Waves Of Electronica Flood 'Beach' Soundtrack

Orbital with Angelo Badalamenti, Sugar Ray, All Saints with William Orbit on Leonardo DiCaprio film's score.

"The Beach," the Leonardo DiCaprio movie that opened on Friday and was the weekend's second-most successful movie at the box office, is set to a throbbing soundtrack featuring new songs by techno pioneers Orbital (with Angelo Badalamenti), pop-rockers Sugar Ray and pop group All Saints.

That may seem odd for a movie about an ill-fated attempt to escape modern civilization. But that makes perfect sense, London/Sire Records spokesperson Regina Joskow Dunton said.

"When you see the film ... it fits," she said of the 13-song, electronica-driven soundtrack, which was released Feb. 1.

"There is something very tribal and primitive about electronica, because so much of it is so heavily reliant on beats," Dunton said. "You're taking a bunch of modern, 21st-century kids and plunking them in this ancient place. You can argue that electronica [embodies that] juxtaposition."

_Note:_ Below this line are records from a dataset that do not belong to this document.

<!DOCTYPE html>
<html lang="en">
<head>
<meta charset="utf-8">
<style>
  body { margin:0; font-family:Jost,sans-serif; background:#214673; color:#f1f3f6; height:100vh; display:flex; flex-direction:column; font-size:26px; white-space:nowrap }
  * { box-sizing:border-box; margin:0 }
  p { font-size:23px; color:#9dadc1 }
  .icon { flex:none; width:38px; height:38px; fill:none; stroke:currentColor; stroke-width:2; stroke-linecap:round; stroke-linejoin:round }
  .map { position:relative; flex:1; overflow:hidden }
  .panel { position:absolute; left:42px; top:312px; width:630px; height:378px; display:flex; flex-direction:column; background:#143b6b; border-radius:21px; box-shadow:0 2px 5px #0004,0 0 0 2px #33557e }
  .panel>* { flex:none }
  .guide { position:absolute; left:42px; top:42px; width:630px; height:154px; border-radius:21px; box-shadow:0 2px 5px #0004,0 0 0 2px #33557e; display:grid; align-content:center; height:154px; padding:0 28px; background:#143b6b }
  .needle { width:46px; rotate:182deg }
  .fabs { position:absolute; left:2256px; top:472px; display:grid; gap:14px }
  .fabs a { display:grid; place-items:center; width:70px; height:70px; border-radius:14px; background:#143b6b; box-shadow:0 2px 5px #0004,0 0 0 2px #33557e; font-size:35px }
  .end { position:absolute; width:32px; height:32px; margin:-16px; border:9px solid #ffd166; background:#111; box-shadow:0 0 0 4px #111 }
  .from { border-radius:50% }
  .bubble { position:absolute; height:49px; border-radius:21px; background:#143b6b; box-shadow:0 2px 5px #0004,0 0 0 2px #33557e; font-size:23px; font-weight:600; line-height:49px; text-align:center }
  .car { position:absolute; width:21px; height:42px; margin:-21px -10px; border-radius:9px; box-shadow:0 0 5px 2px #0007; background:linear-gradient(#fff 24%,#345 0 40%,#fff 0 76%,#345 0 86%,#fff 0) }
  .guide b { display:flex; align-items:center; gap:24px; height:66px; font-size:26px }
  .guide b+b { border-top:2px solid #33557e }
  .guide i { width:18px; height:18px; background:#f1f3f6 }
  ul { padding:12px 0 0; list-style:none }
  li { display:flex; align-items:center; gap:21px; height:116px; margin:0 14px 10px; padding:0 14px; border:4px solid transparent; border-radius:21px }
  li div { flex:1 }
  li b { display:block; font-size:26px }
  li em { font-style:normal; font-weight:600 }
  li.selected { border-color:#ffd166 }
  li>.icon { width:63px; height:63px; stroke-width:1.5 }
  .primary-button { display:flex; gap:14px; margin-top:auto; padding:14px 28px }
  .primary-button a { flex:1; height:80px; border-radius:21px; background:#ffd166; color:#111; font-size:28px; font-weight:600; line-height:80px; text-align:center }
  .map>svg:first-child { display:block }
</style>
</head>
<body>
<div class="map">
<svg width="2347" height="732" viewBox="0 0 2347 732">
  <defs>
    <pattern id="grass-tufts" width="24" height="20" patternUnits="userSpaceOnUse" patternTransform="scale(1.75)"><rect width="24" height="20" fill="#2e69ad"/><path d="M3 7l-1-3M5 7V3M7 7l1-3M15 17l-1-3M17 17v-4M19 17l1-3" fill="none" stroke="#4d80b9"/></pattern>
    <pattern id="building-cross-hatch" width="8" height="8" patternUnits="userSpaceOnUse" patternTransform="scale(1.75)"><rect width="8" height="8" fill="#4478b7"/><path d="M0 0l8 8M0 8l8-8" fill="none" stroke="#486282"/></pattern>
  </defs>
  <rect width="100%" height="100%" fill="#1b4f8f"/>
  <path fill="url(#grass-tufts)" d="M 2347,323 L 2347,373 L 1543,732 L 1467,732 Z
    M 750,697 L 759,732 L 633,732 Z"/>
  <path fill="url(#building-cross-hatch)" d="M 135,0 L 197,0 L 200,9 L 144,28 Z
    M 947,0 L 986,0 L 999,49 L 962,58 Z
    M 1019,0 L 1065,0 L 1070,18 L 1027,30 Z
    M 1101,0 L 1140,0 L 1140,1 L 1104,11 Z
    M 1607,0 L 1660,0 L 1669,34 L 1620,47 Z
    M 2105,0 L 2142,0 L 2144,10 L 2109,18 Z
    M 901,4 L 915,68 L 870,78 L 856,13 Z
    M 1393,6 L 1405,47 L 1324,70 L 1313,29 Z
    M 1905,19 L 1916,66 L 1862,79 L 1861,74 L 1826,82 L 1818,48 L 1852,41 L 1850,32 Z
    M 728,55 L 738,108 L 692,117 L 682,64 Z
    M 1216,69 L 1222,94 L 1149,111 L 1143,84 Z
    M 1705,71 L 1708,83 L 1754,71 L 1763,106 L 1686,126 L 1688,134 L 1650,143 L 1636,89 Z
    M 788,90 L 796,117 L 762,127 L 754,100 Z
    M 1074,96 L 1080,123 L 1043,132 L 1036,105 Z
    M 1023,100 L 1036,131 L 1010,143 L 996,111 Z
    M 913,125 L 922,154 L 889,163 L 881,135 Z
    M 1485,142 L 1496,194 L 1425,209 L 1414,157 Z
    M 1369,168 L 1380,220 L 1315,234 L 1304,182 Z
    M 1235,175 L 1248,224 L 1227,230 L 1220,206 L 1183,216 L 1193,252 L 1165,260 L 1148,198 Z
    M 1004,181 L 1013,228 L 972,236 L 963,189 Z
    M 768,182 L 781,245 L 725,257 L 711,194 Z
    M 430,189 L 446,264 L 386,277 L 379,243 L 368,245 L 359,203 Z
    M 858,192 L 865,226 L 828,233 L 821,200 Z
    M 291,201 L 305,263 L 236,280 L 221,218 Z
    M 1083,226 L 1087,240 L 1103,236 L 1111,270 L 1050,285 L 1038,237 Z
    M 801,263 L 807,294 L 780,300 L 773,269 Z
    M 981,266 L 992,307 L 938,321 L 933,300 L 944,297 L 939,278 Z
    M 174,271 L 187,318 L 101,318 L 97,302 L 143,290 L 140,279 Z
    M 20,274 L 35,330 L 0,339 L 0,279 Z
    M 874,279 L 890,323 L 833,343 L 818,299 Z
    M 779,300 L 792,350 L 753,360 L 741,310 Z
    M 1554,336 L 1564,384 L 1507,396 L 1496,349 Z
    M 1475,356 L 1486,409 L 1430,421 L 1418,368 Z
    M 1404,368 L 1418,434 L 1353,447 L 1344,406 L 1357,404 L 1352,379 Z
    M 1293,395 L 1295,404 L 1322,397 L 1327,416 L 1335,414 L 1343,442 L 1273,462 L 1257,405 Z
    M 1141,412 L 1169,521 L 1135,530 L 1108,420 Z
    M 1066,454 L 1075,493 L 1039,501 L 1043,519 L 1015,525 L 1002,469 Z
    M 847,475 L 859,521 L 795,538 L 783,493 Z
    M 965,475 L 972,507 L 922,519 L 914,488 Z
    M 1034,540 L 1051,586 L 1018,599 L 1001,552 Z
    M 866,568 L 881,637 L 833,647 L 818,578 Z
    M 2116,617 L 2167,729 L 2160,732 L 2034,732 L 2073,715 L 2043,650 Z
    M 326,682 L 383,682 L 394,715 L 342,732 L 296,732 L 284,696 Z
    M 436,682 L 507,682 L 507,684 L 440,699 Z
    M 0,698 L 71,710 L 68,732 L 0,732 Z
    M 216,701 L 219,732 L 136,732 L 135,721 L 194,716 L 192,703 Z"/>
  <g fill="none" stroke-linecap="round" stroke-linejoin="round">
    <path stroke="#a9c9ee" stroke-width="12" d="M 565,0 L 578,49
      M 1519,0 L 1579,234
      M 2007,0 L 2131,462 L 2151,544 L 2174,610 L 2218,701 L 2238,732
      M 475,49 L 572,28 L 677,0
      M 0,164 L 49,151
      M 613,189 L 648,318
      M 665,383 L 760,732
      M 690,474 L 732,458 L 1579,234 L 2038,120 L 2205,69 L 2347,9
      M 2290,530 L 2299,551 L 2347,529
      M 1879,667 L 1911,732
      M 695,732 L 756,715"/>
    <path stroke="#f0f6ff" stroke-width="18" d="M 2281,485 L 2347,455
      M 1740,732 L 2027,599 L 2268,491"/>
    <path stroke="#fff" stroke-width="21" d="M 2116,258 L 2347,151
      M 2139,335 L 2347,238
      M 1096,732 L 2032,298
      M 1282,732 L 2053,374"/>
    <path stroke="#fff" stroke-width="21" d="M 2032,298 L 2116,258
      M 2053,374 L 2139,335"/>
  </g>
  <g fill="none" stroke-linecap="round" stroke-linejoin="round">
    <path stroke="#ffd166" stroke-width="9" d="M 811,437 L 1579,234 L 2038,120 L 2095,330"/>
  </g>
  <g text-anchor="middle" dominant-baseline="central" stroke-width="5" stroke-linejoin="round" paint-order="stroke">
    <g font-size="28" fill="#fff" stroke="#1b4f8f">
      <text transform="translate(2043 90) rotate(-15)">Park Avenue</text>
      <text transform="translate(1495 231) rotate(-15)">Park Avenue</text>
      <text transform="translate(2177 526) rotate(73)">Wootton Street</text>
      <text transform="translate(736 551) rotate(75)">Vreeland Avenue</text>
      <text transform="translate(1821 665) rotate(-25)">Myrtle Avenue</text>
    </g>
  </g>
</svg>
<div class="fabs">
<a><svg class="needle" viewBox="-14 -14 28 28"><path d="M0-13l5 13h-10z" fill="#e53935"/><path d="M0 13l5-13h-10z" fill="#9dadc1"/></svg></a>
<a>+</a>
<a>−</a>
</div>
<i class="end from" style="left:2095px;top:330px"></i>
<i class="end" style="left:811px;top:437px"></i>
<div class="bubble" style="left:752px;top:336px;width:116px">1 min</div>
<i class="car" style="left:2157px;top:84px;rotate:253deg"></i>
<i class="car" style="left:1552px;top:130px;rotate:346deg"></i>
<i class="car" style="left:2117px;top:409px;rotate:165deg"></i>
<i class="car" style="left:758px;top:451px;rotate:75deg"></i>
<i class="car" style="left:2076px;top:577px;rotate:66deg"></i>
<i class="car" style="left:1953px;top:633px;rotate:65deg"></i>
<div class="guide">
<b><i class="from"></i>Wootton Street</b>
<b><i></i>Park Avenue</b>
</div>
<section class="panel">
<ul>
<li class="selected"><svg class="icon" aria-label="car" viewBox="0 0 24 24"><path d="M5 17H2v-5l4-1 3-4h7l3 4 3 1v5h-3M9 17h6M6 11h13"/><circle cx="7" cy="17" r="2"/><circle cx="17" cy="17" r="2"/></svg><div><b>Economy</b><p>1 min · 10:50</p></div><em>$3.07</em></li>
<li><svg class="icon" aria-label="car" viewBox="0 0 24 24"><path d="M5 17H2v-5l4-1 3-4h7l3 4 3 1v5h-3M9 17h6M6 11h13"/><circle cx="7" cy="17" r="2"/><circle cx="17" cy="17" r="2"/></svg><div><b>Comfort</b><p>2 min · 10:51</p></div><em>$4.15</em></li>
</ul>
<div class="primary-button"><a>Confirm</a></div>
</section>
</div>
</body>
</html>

Directed by Danny Boyle ("Trainspotting"), "The Beach" is based on Alex Garland's 1997 cult novel about a group of twentysomething travelers who find paradise and trouble on a remote island off Thailand.

The movie took in $15 million over the weekend, finishing just behind horror movie "Scream 3," according to the Associated Press.

The soundtrack's songs blend traditional film score instrumentation with electronic beats, the sounds of wind and waves, and the occasional electric guitar to create a dreamlike effect.

The first single, British pop quartet All Saints' "Pure Shores," was written and produced by ambient guru William Orbit, who also produced Madonna's Grammy Award–winning 1998 album, Ray of Light.

"Pure Shoes" (RealAudio excerpt) is a wash of upbeat soul with surreal sound effects and an electronic beat. Although the single has not yet hit radio, a video has been released.

Sugar Ray's track, a cover of the Brian Eno–John Cale song "Spinning Away" (RealAudio excerpt of Sugar Ray version), is propelled by a reggae beat and guitar chops reminiscent of U2's The Edge. New Order's "Brutal" (RealAudio excerpt) mixes distorted rock guitars with phased electronic rhythms on the band's first new release since 1993. Experimental group UNKLE's "Lonely Soul" (RealAudio excerpt) is a trance piece written in part by the Verve's Richard Ashcroft, with music by DJ Shadow.

The soundtrack also features new tunes by Moby, Leftfield, Asian Dub Foundation, Underworld, Faithless and Barry Adamson — as well as previously released tunes from Blur and Dario G.